Three possible U.S. Senate candidates this weekend declined to fully weigh in on President Trump’s decision to fire former FBI Director James Comey.

The three — state Sen. Leah Vukmir, state Rep. Dale Kooyenga and Kevin Nicholson, a business consultant and former Marine — attended the state GOP convention this weekend at the Chula Vista Resort in Wisconsin Dells.

Nicole Schneider was there on Friday at events that weren’t open to reporters; she’s the daughter-in-law of the late Donald Schneider, former head of the Green Bay-based trucking company Schneider National.

Madison businessman Eric Hovde, who ran in the 2012 Senate primary, was planning on going but wasn’t able to make it, a source said. Senate Majority Leader Scott Fitzgerald, R-Juneau, wasn’t at the convention because he attended his son’s graduation at UW-Oshkosh.

Nicholson, who spoke to reporters Saturday, declined to get into details of Comey’s firing and said anything that “needs to be investigated will be investigated and will be done well, completely within the bounds of the law.”

“Here’s the bottom line,” he said. “I feel confident the next director for the FBI will be someone qualified and competent and that person will be in place and whatever investigation that were in place before had will be in place afterward.”

Nicholson also defended his bona fides as a conservative as he was pressed on details about his 2008 vote in the Dem presidential primary.

Vukmir, meanwhile, said in an interview “there were enough questions” surrounding Comey. But the Brookfield Republican said she’ll wait to comment on whether the firing was appropriate because the public is “not privy to all the” details.

And Kooyenga, R-Brookfield, said in an interview it’s “difficult for me to make a determination” on whether Trump should’ve fired Comey. That’s because, the military intelligence officer said, he knows there’s much more to the story than what’s in the papers.

“On matters of that nature, I think it’s important to reserve judgment because you don’t know all the classified portions of it,” Kooyenga said.

Kooyenga said he’ll make his decision on running sometime after the state budget is signed. Once that happens, he said, he’ll spend time with his family, fellow soldiers and finishing a few books — his reading list includes an Abraham Lincoln biography and the book “Tribe: On Homecoming and Belonging” about returning veterans.

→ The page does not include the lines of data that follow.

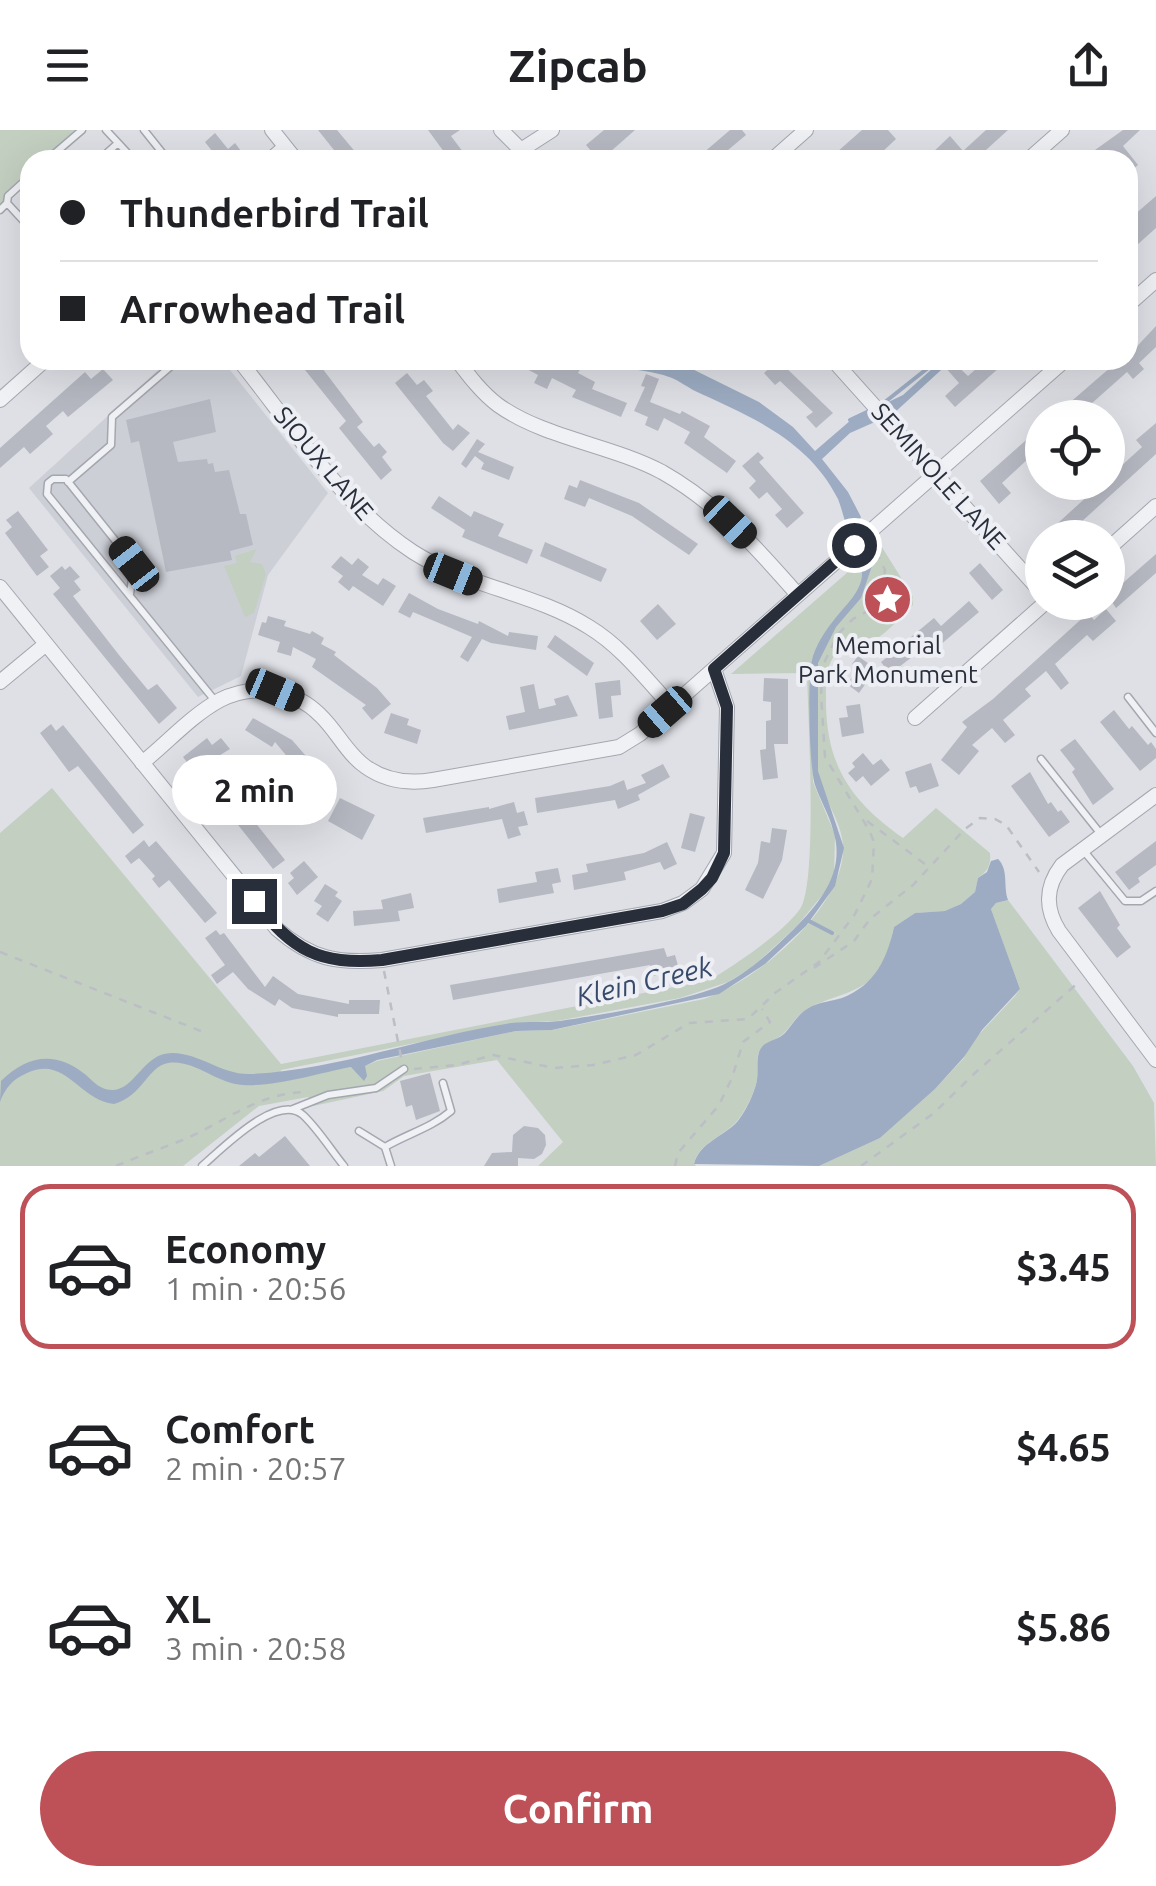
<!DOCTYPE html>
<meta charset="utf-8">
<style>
body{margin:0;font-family:Ubuntu,sans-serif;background:#f6f6f6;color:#202124;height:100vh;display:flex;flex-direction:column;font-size:38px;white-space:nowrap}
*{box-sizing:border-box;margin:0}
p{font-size:32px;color:#757577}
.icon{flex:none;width:55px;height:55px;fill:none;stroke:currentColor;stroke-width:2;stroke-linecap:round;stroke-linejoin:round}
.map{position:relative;height:1036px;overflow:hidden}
.details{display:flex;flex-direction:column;background:#fff;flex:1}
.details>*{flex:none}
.banner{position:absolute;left:20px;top:20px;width:1118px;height:220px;border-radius:30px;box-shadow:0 10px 40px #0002;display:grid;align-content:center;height:220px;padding:0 40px;background:#fff}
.buttons{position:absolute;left:1025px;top:270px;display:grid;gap:20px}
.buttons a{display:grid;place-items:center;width:100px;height:100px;border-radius:50%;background:#fff;box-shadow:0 10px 40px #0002;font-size:50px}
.end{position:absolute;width:45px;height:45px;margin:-22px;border:12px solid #292e3b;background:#fff;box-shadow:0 0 0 5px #fff}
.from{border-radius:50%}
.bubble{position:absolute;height:70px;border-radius:35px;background:#fff;box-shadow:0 10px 40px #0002;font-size:32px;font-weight:700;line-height:70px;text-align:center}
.car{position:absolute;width:30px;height:60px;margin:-30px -15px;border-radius:12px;box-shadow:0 0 8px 2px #0007;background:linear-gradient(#222 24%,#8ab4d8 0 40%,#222 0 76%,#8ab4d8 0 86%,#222 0)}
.banner b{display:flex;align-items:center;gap:35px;height:95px;font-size:38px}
.banner b+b{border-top:2px solid #e0e0e0}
.banner i{width:25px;height:25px;background:#202124}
ul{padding:18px 0 0;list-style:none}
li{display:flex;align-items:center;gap:30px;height:165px;margin:0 20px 15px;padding:0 20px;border:5px solid transparent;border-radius:30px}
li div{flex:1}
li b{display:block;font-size:38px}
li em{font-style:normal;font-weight:700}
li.selected{border-color:#bd5157}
li>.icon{width:90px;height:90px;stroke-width:1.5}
.cta{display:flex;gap:20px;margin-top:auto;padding:20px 40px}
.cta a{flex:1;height:115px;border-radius:60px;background:#bd5157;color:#fff;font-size:40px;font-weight:700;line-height:115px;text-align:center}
header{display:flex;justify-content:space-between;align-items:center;height:130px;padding:0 40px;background:#fff;font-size:45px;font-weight:700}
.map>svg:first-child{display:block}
</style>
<header><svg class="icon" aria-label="menu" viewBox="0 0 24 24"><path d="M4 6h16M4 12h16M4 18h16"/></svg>Zipcab<svg class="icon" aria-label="share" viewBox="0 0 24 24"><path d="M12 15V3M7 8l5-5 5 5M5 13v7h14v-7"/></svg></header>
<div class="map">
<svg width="1156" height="1036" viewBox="0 0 1156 1036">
<rect width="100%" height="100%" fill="#dee0e6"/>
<path fill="#cdcfd7" d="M169 230H222L328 363 268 445 241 546 198 567 29 358Z"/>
<path fill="#c3cfc0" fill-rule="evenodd" d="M0 0H83L49 30H30V47L8 66 0 82Z
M880 414 913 467V475C902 485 891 499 879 507 866 517 848 509 837 522 824 538 826 554 826 574 827 637 852 672 903 708L936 678 990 723C991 735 988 741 978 748L975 762 961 774 946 781 915 783 894 797C891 808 889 824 884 834 867 862 839 864 812 876 798 883 794 892 785 902 778 910 766 911 760 920 755 928 759 940 757 950 755 961 745 982 737 991 723 1007 700 1012 694 1033L696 1036H538L563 1012 497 930 404 946 383 961 313 976 308 967 259 976 183 1036H0V703L52 658 281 934 710 850C735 835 783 803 800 779 818 754 808 583 807 543L731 544ZM810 547 816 549C816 579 813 612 818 642 822 668 841 689 843 715 847 776 756 852 704 869L553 900 516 901 377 931 365 936V944L351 937 279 949 281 940 515 893 557 891 680 868 728 852 751 838 796 797 829 757 834 747 835 705 813 652Z
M257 419 250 432 262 434 266 444 254 483 245 487 224 436 237 433 235 426Z
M1008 770 1133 936 1154 973 1156 1036H819L880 1008 935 959 964 928 970 914 1015 866 1020 859 991 779 996 773Z"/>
<path fill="#9dacc2" d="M602 230H674L759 272 793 297 815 321 851 290 903 265 942 230H952L893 284 850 303 822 329 848 362 861 387 858 393 874 430 861 468 836 497 818 533V641L844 718 835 756 806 796 765 834 719 864 552 900 516 901 377 930 365 936 367 946 364 951 351 937C319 943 275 957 243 955 217 954 194 929 168 933 147 937 143 966 114 974 78 970 66 925 27 943 13 949 5 958 0 972L1 951C27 925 56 920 86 945 95 953 100 960 113 960 136 959 143 923 172 923 200 923 222 945 250 944 338 940 424 906 511 893 527 891 544 893 560 891 605 884 676 873 718 857 747 845 772 820 794 799 822 771 846 740 833 700 829 684 820 670 815 655 809 636 807 545 813 526 819 508 831 493 843 479 873 446 862 437 848 400 844 390 842 379 838 369 808 309 749 286 693 260 686 256 679 251 672 248 650 239 623 241 602 230Z
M998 729C1009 740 1003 756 1008 770L996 773 991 779 1020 859 982 900 964 927 935 959 880 1008 819 1036 694 1034C700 1012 723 1007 737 992 745 983 755 962 757 950 759 938 754 922 765 914 771 910 779 909 785 903 794 893 798 883 812 876 821 872 832 871 842 868 875 855 887 829 894 797L915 783 945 781 961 774 975 762 978 748 987 742 991 731Z"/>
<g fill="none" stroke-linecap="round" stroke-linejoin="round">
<path stroke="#9dacc2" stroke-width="4" d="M885 272 938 230
M850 290 869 281
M809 791 832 803"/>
</g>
<path fill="#b6b9c2" d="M318 0H337L362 30H342Z
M428 0H460L451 6 463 22 450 30Z
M604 0H635L601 30H583L592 22 586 15Z
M730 0H742L746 5 716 30H695Z
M862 0H888L896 9 880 24 885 30H869L861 20 849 30H828Z
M986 0H1008L975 30H935L930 25 950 6 963 21Z
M1123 0H1140L1123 16 1138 35 1128 43V30H1093L1088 25Z
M215 3 228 19 235 13 244 25 238 30H219L205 12Z
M1156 66V98L1128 123V81L1133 86Z
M1156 196V217L1139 233 1144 239 1133 249 1127 242 1082 282 1086 288H1052L1119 230H1128V226Z
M297 230H316L363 292 357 297 374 317 379 313 387 322 382 327 392 340 381 350 339 298 346 291Z
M510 230H558L569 236 570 232 581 238 578 243 595 252 592 259 627 273 621 287 572 267 576 260 552 248 547 259 534 253 538 245Z
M778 230 833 283 816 298 806 287 813 282 780 251 775 255 764 243Z
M951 230 968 246 986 230H1008L955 277 945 266 959 253 944 236Z
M103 239 113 250 68 287 63 281 46 296 53 304 30 324 24 317 0 338V318L85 242 91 249Z
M407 243 417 255 424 250 433 261 426 266 453 300 458 294 470 303 453 321 443 313 395 253Z
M646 244 659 249 650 272 680 284 682 281 710 296 704 307 736 331 727 343 684 313 690 302 664 288 658 301 645 295 648 287 634 281 645 257 641 256Z
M210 269 216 302 173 312 178 332 207 329 208 334 213 333 215 342 229 340 240 384H246L253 415 230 421 232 430 166 442 139 311 131 313 126 290Z
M1156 293V324L1068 404 1058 393 1103 352H1108V348L1142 317 1136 310Z
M1042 296V316L1002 353 1011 363 999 374 980 351Z
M477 309 485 314 478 322 514 337 509 350 481 339 484 333 475 326 466 338 461 334Z
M758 322 764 328 759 332 804 383 787 398 775 385 782 379 767 362 759 369 749 358 756 351 742 336Z
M580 350 639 373 698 414 689 425 632 386 589 368 585 377 564 369 569 355 577 358Z
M439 366 471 387 474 381 504 394 498 406 533 420 527 434 462 407 465 400 431 378Z
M18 381 48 420 40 426 49 437 37 446 5 403 12 397 6 390Z
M545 412 607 439 601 452 540 426Z
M1156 424V443L1116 478 1108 466Z
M341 426 352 435 358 428 369 437 362 445 378 455 383 448 396 456 383 476 353 456 349 461 338 452 343 446 331 437Z
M980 433 1003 460 992 470 969 443Z
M62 436 65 440 70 436 80 447 74 451 81 460 73 466 119 525 148 560 157 554 177 578 159 594 53 464 60 458 50 446Z
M409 463 438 479 478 494 479 491 508 506 509 502 538 506 536 520 491 513 482 509 468 532 460 527 472 507 413 482 410 488 398 482Z
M969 471 979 482 926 527 921 520 890 544 881 532 895 521 890 515 901 507 905 512 934 488 941 496Z
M658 474 676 494 657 510 640 491Z
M1106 479 1116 491 1093 511 1087 505 1055 534 1069 553 1061 560 1046 541 1025 559 1031 566 1003 590 1015 605 1005 613 992 598 972 615 979 621 959 645 941 630 967 597 962 592 993 569 1088 483 1094 490Z
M268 486 286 491 284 496 310 504 312 501 324 508 321 514 336 522 334 525 377 558 391 574 372 590 362 578 366 575 312 537 316 529 293 517 291 526 277 522 280 512 258 505 262 492 266 493Z
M555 505 594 533 587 546 547 517Z
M858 526 876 539 859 563 847 554 858 539 852 534Z
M764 548 788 549V614H774L778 648 763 650 760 620 766 619V591L771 590V572L763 571Z
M620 550 621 565 611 566 613 587 599 589 595 553Z
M534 554 539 579 556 575 554 569 568 565 578 586 509 600 506 586 525 582 520 557Z
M860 574 864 603 842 607 839 588 848 587 846 576Z
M1114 580 1129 599 1132 596 1148 615 1151 612 1156 619V628L1140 641 1100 592Z
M391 583 409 589 407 595 421 600 417 614 384 603Z
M253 588 292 610 335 659 317 675 298 654 305 648 275 612 272 617 245 600Z
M51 594 56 601 63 595 144 695 133 704 78 636 69 642 40 603Z
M207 608 212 615 221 608 230 619 209 632 206 628 192 639 183 627Z
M1075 609 1114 659 1093 675 1072 642 1075 639 1060 620Z
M863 623 873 635 881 629 890 640 871 656 863 646 856 652 848 643 855 637 852 633Z
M931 633 939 656 919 663 916 656 910 658 905 642Z
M663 634 670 647 638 665 640 670 618 679 615 670 537 683 535 668 610 656 624 650 627 660 646 653 641 645Z
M1030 642 1048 674 1051 672 1058 682 1061 680 1070 692 1049 707 1011 656Z
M228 643 259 679 250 686 285 730 273 739 215 666 222 660 217 653Z
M340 668 375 685 362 710 328 691Z
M514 672 517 683 524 681 528 695 518 697 521 705 508 709 502 689 426 703 423 688 489 677V679Z
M690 683 705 687 695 722 681 718Z
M772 698 787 700 782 730 763 769 745 760 758 733 761 711 770 713Z
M144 710 149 717 156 711 217 783 205 793 169 750 159 758 152 749 155 746 139 728 131 734 125 726Z
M1156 711V735L1138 748 1140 752 1129 760 1115 742Z
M667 712 677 734 664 740 660 732 624 742 626 750 574 760 572 745 588 742 586 734 644 723Z
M304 731 318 747 297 765 288 753 294 748 290 743Z
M558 738 561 752 552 754 554 763 499 773 497 759 537 752 535 742Z
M325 754 338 762 335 766 342 771 328 792 316 784 322 776 314 771Z
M1100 761 1120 795 1117 798 1131 817 1117 828 1078 778Z
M411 763 414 778 398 781 400 791 354 796 353 781 383 779 381 770Z
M216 800 220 805 224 803 265 857 273 846 298 864 349 874V870H380L379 884H338V887L292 878 279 869 275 876 248 859 233 842 217 854 211 845 225 835 205 808Z
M664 818 667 827 675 825 679 839 653 846 650 835 453 870 450 855Z
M430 943 440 981 416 990 412 975 406 977 400 951Z
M524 996 538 998 545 1005 546 1015 542 1024 534 1029 518 1028V1036H484L492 1023 512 1022 513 1005Z
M285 1006 310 1036H239L255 1023 259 1027Z"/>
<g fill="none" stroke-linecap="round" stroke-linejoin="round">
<defs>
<path id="service" d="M106 0 134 30
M144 0 168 30
M47 30 82 0
M99 30 118 13
M30 46 8 66 7 73 30 98
M0 80 7 73
M68 352 111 315 112 287 178 230
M130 464 134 434 66 349H53L48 353 47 364 216 572
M1128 567 1156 603
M1041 629 1100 703
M1083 720 1125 771H1141L1156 761
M293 979 328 965 376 958 404 939
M359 1001 385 1017C407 1004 431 998 451 981L443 953
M385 1017 391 1036
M202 1036C222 1019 277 962 303 985 318 999 331 1020 344 1036"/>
<path id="minor" d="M272 0 296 30
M501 0 521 20 522 29
M521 20 552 0
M270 30 285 17
M772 30 806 0
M1028 30 1062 0
M1128 175 1156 150
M239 230C292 296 341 375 413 422 468 457 535 463 589 497 622 517 646 549 672 577
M457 230C469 246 482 263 498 275 544 308 611 315 662 342 717 373 757 418 798 465
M833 230 1042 463
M0 270 45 230
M1108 419 1156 376
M0 457 277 799C311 829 338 834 382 830L662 781 683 773 702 759 724 723 727 577 714 539
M0 552 46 514
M915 588 1046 472
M142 633C167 613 192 585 220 570 253 553 294 559 320 585 337 601 347 624 366 637 386 651 409 654 433 650L619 617 640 604 1065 230
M1156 665 1062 735C1045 757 1045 778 1059 801L1156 930"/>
</defs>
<use href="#service" stroke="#a4a7af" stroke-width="9"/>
<use href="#minor" stroke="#a4a7af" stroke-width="16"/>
<path stroke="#bcbec5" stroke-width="2.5" stroke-dasharray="8 8" stroke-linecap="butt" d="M867 691 929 737
M0 822 206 903
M814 838 854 811 870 789 913 755 965 699 980 688 995 689 1006 695 1039 742
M384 841 402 932
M414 939 457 935 493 925 554 938 593 935 636 925 689 893 748 889 775 863 819 832 855 784 872 749 874 712 869 700 825 627 821 564 823 535 838 504 853 489 872 479 883 458 885 440 874 417
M116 1036C143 1024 171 1016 198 1003 235 984 265 962 309 962
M675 1036 678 1023 719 975 732 948 743 912 770 892 762 879
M861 1036 934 983 976 942 1079 852"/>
<use href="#service" stroke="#f0f1f5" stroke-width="6"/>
<use href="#minor" stroke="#f0f1f5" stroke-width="14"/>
</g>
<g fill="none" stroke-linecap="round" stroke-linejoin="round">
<path stroke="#292e3b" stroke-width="12" d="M254 771C294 821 318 835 382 830L662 781 683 774 702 759 712 748 724 723 727 577 714 539 854 415"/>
</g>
<defs>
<symbol id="sight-disc" viewBox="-11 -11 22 22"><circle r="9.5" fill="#bd5157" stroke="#edeff4"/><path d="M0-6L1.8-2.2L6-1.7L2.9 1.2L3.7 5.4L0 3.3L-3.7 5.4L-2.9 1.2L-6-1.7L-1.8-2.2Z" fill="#fff"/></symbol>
</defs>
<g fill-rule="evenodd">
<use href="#sight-disc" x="860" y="442" width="55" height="55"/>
</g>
<g text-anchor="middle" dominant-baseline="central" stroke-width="8" stroke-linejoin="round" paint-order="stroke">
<g font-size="25" fill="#292e3b" stroke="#edeff4">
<text transform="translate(324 333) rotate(50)">SIOUX LANE</text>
<text transform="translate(939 346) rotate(48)">SEMINOLE LANE</text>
</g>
<g font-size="25" fill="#292e3b" stroke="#edeff4">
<text x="888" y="515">Memorial<tspan x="888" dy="29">Park Monument</tspan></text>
</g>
<g font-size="28" font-style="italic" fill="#384a6a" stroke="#edeff4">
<text transform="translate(644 851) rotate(-13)">Klein Creek</text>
</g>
</g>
</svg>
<div class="buttons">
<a><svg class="icon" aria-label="locate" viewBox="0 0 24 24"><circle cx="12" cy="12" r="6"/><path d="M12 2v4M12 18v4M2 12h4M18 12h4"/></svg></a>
<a><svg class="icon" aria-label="layers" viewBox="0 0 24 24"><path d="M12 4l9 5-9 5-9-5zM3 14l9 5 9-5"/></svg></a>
</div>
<i class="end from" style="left:854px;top:415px"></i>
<i class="end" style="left:254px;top:771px"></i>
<div class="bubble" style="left:172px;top:625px;width:165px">2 min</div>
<i class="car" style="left:730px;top:392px;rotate:134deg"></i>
<i class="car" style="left:134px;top:434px;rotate:322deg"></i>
<i class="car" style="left:453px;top:444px;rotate:112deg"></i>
<i class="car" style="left:275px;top:560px;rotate:113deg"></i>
<i class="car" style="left:665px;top:582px;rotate:229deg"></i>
<div class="banner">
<b><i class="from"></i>Thunderbird Trail</b>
<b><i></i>Arrowhead Trail</b>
</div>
</div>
<section class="details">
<ul>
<li class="selected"><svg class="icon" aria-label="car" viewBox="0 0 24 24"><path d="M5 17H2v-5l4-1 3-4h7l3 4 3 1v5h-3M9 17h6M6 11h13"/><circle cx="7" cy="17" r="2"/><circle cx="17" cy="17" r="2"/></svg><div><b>Economy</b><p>1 min · 20:56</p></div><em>$3.45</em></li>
<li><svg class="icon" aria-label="car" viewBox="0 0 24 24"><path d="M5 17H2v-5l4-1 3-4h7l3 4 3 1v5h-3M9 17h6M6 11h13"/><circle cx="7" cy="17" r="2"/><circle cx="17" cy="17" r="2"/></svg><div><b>Comfort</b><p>2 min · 20:57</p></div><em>$4.65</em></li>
<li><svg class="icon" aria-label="car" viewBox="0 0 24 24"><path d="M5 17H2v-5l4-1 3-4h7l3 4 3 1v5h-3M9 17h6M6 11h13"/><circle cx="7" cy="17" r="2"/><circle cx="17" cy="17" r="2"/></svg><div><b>XL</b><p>3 min · 20:58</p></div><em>$5.86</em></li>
</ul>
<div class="cta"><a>Confirm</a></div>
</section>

Kooyenga pitched himself as a problem-solver, pointing to his work on developing a transportation and tax plan for the Assembly GOP. He said taking on that effort “wasn’t a safe political play but it was the right thing to do.”

Kooyenga said he’s “gotten things done” on the battlefield, in the private sector as an accountant and at the Capitol.

“That’s a good three-for-three, and you can actually go to D.C. and make things happen,” he said.

Vukmir, meanwhile, said she’s had a “steady stream of people asking me to consider” challenging Baldwin but will decide after the state budget is done.

Vukmir’s staff wrote shirts supporting her this weekend, and some attendees also wore “I heart Leah” stickers. Vukmir noted she’ll be running for the Senate “one way or the other,” as she’s up for re-election next year to her state Senate seat.

Baldwin, she said, has “aligned herself completely with the far left of the party” by joining Senate Dem leadership with U.S. Sens. Chuck Schumer and Elizabeth Warren. Baldwin also “looked the other way” on reports of substandard care at the Tomah VA, Vukmir said.

“Tammy Baldwin is vulnerable but she will be formidable, and it’s going to require somebody who’s not going to be afraid to take her on and take her on the important issues,” she said.